TO DO: Every line in the data below that includes "roads" belongs in the answer, copied as it stands.

INPUT:
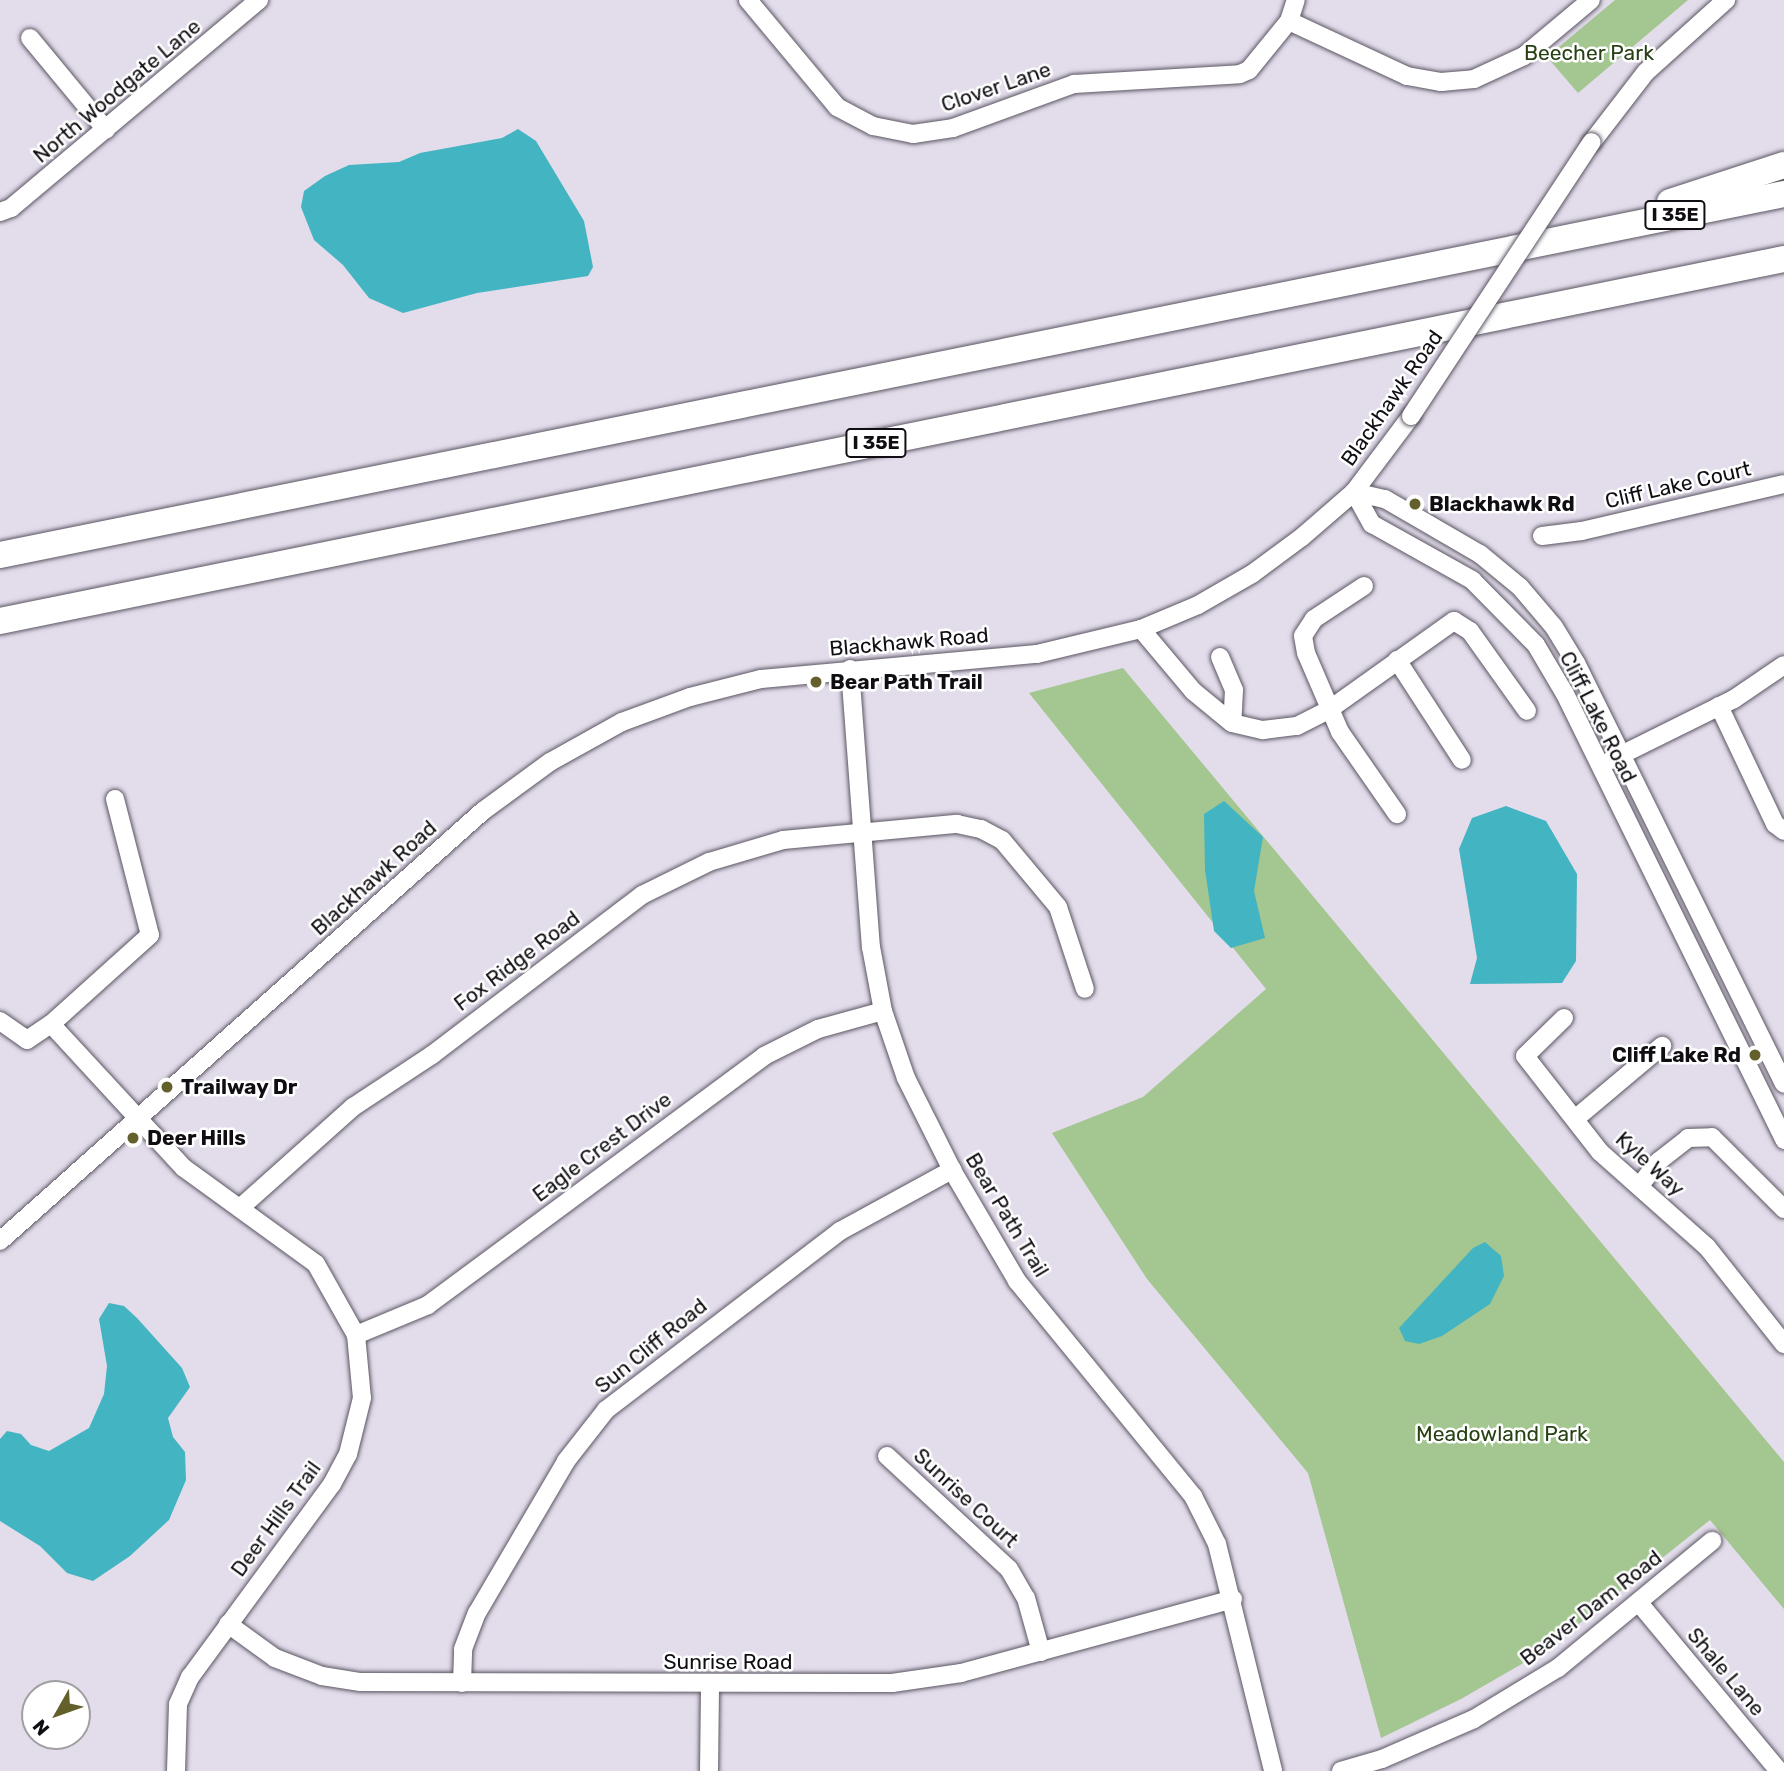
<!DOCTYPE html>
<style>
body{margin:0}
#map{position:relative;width:1784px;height:1771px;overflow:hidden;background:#e3dceb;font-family:Rubik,sans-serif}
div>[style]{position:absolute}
.green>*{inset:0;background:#a4c690}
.water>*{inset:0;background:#43b4c1}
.roads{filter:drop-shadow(0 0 2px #5b5662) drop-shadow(0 0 2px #5b5662)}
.minor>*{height:18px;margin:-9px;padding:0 9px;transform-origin:9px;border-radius:9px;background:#fff}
.highway>*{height:26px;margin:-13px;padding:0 13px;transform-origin:13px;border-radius:13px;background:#fff}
.bridges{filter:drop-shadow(0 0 2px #5b5662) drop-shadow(0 0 2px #5b5662)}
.minor-bridge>*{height:18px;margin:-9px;padding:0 9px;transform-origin:9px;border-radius:9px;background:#fff}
.dots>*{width:19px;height:19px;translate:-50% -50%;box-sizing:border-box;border:4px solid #fff;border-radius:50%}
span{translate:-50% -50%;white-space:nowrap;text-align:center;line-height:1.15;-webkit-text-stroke:5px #fff;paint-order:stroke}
.shield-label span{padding:2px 5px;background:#fff;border:2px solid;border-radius:5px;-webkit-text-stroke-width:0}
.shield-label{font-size:19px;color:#110e13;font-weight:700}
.park-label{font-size:21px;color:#274113}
.street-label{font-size:21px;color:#110e13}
.poi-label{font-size:21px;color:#110e13;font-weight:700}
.left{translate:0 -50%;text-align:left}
.right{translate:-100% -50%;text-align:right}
.north{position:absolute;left:21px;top:1680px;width:70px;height:70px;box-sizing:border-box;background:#fff;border:2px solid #a09fa1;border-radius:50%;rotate:230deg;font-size:19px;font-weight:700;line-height:28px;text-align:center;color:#110e13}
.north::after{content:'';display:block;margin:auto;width:24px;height:32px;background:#64602c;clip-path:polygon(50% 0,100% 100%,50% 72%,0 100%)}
</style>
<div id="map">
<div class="green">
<div style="clip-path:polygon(1615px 0,1688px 0,1578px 93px,1547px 57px)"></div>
<div style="clip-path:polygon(1123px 668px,1784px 1462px,1784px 1609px,1710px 1520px,1546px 1650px,1461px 1699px,1381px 1738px,1308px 1473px,1147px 1279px,1052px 1133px,1143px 1097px,1266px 989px,1029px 693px)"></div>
</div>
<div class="water">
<div style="clip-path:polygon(518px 129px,536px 141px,584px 221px,593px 267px,588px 276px,477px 293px,403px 313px,369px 298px,343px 265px,314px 240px,301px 207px,304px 191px,325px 176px,349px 165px,399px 162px,420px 153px,502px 138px)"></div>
<div style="clip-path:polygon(1224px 801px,1263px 837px,1254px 891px,1265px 938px,1231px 948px,1214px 931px,1205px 870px,1204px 814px)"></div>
<div style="clip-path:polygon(1506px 806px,1546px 821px,1577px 874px,1576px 961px,1562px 983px,1470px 984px,1477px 958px,1459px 849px,1472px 818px)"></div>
<div style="clip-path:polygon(1485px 1242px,1501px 1256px,1504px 1276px,1490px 1304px,1442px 1336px,1419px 1344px,1405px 1341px,1399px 1328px,1473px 1248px)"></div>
<div style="clip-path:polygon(109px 1303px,124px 1306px,137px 1318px,182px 1368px,190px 1387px,168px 1418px,173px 1437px,185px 1452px,186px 1480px,169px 1520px,130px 1556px,93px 1581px,67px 1573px,40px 1546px,0 1521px,0 1439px,7px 1431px,21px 1434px,31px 1445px,49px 1451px,89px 1428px,104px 1394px,107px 1366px,99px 1319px)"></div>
</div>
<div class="roads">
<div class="minor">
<div style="left:748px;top:0;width:139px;rotate:50.2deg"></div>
<div style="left:837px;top:107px;width:41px;rotate:27.8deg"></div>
<div style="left:873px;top:126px;width:41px;rotate:11.3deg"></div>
<div style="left:913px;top:134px;width:40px;rotate:-8.5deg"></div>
<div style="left:953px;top:128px;width:129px;rotate:-20deg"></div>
<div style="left:1074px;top:84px;width:166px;rotate:-3.4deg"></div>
<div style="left:1240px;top:74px;width:10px;rotate:-24deg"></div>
<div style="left:1249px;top:70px;width:63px;rotate:-50.8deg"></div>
<div style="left:1289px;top:21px;width:22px;rotate:-72deg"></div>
<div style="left:1289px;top:21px;width:130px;rotate:25deg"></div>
<div style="left:1407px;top:76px;width:35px;rotate:10deg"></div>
<div style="left:1441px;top:82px;width:33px;rotate:-5deg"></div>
<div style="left:1474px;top:79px;width:55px;rotate:-24.7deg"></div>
<div style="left:1524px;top:56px;width:87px;rotate:-39.9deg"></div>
<div style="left:30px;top:38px;width:119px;rotate:50.4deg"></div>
<div style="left:1592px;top:142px;width:88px;rotate:-52.4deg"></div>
<div style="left:1646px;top:72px;width:108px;rotate:-42deg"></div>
<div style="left:0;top:212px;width:12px;rotate:-20deg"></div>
<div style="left:11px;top:208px;width:324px;rotate:-40deg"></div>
<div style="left:1354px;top:492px;width:37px;rotate:61deg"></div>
<div style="left:1372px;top:524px;width:115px;rotate:29.2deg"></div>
<div style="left:1472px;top:580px;width:91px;rotate:45.4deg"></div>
<div style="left:1536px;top:645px;width:57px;rotate:59.4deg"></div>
<div style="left:1565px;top:694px;width:497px;rotate:63.8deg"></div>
<div style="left:1354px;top:492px;width:32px;rotate:13deg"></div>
<div style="left:1385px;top:499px;width:110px;rotate:30.1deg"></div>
<div style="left:1480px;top:554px;width:52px;rotate:39.5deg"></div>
<div style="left:1520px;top:587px;width:52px;rotate:49.6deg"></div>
<div style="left:1554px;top:627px;width:42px;rotate:58.6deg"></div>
<div style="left:1576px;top:663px;width:469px;rotate:63.7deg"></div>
<div style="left:1542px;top:536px;width:40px;rotate:-7.1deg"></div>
<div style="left:1582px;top:531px;width:207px;rotate:-13.1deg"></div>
<div style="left:1364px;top:586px;width:60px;rotate:146.6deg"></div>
<div style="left:1314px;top:619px;width:20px;rotate:123deg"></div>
<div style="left:1303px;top:636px;width:17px;rotate:80deg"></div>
<div style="left:1306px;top:653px;width:86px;rotate:66.7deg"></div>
<div style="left:1340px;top:732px;width:100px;rotate:55.2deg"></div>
<div style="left:1141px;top:629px;width:81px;rotate:50deg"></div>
<div style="left:1193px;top:691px;width:50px;rotate:39.4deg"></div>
<div style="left:1232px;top:723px;width:32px;rotate:13deg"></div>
<div style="left:1263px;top:730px;width:34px;rotate:-7deg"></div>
<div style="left:1297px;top:726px;width:37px;rotate:-27deg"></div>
<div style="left:1330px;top:709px;width:152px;rotate:-35.4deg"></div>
<div style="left:1454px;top:621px;width:19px;rotate:32deg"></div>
<div style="left:1470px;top:631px;width:98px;rotate:54.5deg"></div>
<div style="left:1220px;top:657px;width:36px;rotate:67deg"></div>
<div style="left:1234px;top:690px;width:33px;rotate:93deg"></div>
<div style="left:1397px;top:660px;width:119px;rotate:57deg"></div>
<div style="left:850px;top:669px;width:279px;rotate:85.7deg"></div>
<div style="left:871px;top:947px;width:65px;rotate:79.4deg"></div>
<div style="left:883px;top:1011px;width:71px;rotate:71.1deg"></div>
<div style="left:906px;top:1078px;width:103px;rotate:63.4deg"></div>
<div style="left:952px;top:1170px;width:129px;rotate:59.6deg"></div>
<div style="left:1017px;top:1281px;width:278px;rotate:50.7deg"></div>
<div style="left:1193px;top:1496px;width:54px;rotate:63.4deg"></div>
<div style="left:1217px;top:1544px;width:234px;rotate:76.1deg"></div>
<div style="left:1719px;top:706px;width:131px;rotate:64.6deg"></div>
<div style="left:1775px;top:824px;width:11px;rotate:38deg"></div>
<div style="left:1611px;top:760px;width:137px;rotate:-26.4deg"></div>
<div style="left:1734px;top:699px;width:60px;rotate:-34.2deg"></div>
<div style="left:115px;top:799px;width:140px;rotate:75.6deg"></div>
<div style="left:150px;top:935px;width:133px;rotate:138deg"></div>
<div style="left:51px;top:1024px;width:196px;rotate:47.3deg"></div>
<div style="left:184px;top:1168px;width:163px;rotate:36deg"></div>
<div style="left:316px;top:1264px;width:81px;rotate:60.6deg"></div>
<div style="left:356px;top:1335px;width:63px;rotate:84.6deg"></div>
<div style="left:362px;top:1398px;width:58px;rotate:104deg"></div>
<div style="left:348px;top:1454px;width:34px;rotate:118deg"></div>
<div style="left:332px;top:1484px;width:240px;rotate:126.3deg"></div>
<div style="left:190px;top:1677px;width:30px;rotate:114deg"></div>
<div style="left:178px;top:1704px;width:67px;rotate:91.7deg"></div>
<div style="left:1564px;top:1018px;width:54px;rotate:135.7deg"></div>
<div style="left:1525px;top:1056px;width:122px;rotate:52deg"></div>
<div style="left:1600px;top:1152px;width:143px;rotate:41.6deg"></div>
<div style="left:1707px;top:1247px;width:124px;rotate:51.6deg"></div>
<div style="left:0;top:1021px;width:33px;rotate:35deg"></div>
<div style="left:27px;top:1040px;width:29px;rotate:-34deg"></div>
<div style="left:1575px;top:1119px;width:114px;rotate:-40deg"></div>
<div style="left:1641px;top:1184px;width:29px;rotate:-52deg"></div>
<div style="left:1659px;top:1161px;width:37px;rotate:-38deg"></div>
<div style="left:1688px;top:1138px;width:24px;rotate:-2deg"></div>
<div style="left:1712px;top:1137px;width:102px;rotate:45deg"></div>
<div style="left:240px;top:1208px;width:152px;rotate:-41.8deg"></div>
<div style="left:353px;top:1107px;width:95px;rotate:-33.4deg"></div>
<div style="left:432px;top:1055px;width:264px;rotate:-37.3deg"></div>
<div style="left:642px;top:895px;width:75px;rotate:-26.2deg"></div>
<div style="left:709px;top:862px;width:77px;rotate:-16.6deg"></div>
<div style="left:783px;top:840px;width:175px;rotate:-5.3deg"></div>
<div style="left:957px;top:824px;width:25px;rotate:12deg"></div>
<div style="left:981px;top:829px;width:24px;rotate:28deg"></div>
<div style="left:1002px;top:840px;width:87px;rotate:50.1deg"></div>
<div style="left:1058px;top:907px;width:86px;rotate:71.8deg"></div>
<div style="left:0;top:1241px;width:647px;rotate:-41.68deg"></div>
<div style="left:483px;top:811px;width:83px;rotate:-36.2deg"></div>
<div style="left:550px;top:762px;width:82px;rotate:-29.1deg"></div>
<div style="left:622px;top:722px;width:72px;rotate:-20.2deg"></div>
<div style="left:690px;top:697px;width:73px;rotate:-14.2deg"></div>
<div style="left:761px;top:679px;width:277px;rotate:-5.2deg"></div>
<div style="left:1037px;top:654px;width:107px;rotate:-13.5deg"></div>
<div style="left:1141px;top:629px;width:62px;rotate:-22.8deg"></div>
<div style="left:1198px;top:605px;width:62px;rotate:-29.9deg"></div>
<div style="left:1252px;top:574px;width:62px;rotate:-36.5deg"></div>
<div style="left:1302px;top:537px;width:69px;rotate:-40.9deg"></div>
<div style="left:1354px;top:492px;width:95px;rotate:-53.1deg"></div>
<div style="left:356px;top:1335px;width:78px;rotate:-22.6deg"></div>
<div style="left:428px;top:1305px;width:418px;rotate:-36.5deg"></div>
<div style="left:764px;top:1056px;width:60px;rotate:-26.6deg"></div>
<div style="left:818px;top:1029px;width:67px;rotate:-15.5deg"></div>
<div style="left:887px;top:1456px;width:166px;rotate:42.8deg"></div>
<div style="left:1009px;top:1569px;width:34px;rotate:60deg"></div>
<div style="left:1026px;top:1598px;width:56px;rotate:74.5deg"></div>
<div style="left:1639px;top:1603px;width:219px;rotate:50.2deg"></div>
<div style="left:228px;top:1624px;width:58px;rotate:35.9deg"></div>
<div style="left:275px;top:1658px;width:50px;rotate:21deg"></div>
<div style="left:322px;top:1676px;width:39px;rotate:9deg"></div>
<div style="left:361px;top:1682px;width:531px;rotate:0.11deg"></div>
<div style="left:892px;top:1683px;width:70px;rotate:-8.2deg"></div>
<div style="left:961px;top:1673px;width:282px;rotate:-15.2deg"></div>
<div style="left:462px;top:1683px;width:34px;rotate:-88deg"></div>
<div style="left:463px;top:1649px;width:39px;rotate:-69deg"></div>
<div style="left:477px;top:1613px;width:176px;rotate:-59.6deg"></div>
<div style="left:566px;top:1461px;width:65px;rotate:-51.9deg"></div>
<div style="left:606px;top:1410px;width:295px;rotate:-37.4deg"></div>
<div style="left:840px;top:1231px;width:128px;rotate:-28.6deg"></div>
<div style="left:709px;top:1771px;width:86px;rotate:-89.3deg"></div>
<div style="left:1341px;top:1771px;width:43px;rotate:-16.3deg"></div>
<div style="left:1382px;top:1759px;width:100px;rotate:-23.5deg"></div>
<div style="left:1474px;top:1719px;width:98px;rotate:-31.3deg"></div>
<div style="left:1558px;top:1668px;width:200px;rotate:-39.5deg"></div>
</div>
<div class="highway">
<div style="left:1670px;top:202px;width:120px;rotate:-18deg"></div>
<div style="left:0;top:555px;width:1820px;rotate:-11.44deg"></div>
<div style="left:0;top:621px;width:1820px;rotate:-11.47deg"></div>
</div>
</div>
<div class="bridges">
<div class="minor-bridge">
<div style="left:1411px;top:416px;width:328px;rotate:-56.6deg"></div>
</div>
</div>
<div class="dots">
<div style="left:1415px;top:504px;background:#64602c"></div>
<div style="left:816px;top:682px;background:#64602c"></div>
<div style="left:1755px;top:1055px;background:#64602c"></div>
<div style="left:167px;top:1087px;background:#64602c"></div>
<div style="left:133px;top:1138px;background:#64602c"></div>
</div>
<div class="shield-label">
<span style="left:1675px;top:215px">I 35E</span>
<span style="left:876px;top:443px">I 35E</span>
</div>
<div class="park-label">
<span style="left:1589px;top:53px">Beecher Park</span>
<span style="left:1502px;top:1434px">Meadowland Park</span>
</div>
<div class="street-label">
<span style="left:996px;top:87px;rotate:-19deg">Clover Lane</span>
<span style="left:117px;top:91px;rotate:-40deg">North Woodgate Lane</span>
<span style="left:1392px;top:398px;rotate:-55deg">Blackhawk Road</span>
<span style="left:1678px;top:485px;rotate:-13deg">Cliff Lake Court</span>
<span style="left:909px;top:642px;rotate:-5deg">Blackhawk Road</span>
<span style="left:1598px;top:717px;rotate:63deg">Cliff Lake Road</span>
<span style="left:374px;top:878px;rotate:-42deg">Blackhawk Road</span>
<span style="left:517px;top:961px;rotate:-37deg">Fox Ridge Road</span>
<span style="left:602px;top:1147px;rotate:-37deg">Eagle Crest Drive</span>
<span style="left:1650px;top:1164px;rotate:42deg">Kyle Way</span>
<span style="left:1007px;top:1215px;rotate:59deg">Bear Path Trail</span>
<span style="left:651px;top:1346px;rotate:-39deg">Sun Cliff Road</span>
<span style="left:966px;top:1498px;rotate:43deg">Sunrise Court</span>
<span style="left:276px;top:1519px;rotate:-54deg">Deer Hills Trail</span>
<span style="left:1591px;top:1608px;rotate:-38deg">Beaver Dam Road</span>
<span style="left:728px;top:1662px">Sunrise Road</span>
<span style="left:1726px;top:1672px;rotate:50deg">Shale Lane</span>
</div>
<div class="poi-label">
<span class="left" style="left:1429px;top:504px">Blackhawk Rd</span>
<span class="left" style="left:830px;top:682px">Bear Path Trail</span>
<span class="right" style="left:1741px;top:1055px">Cliff Lake Rd</span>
<span class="left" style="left:181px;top:1087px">Trailway Dr</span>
<span class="left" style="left:147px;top:1138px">Deer Hills</span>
</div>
<div class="north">N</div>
</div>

RESPONSE AREA:
.roads{filter:drop-shadow(0 0 2px #5b5662) drop-shadow(0 0 2px #5b5662)}
<div class="roads">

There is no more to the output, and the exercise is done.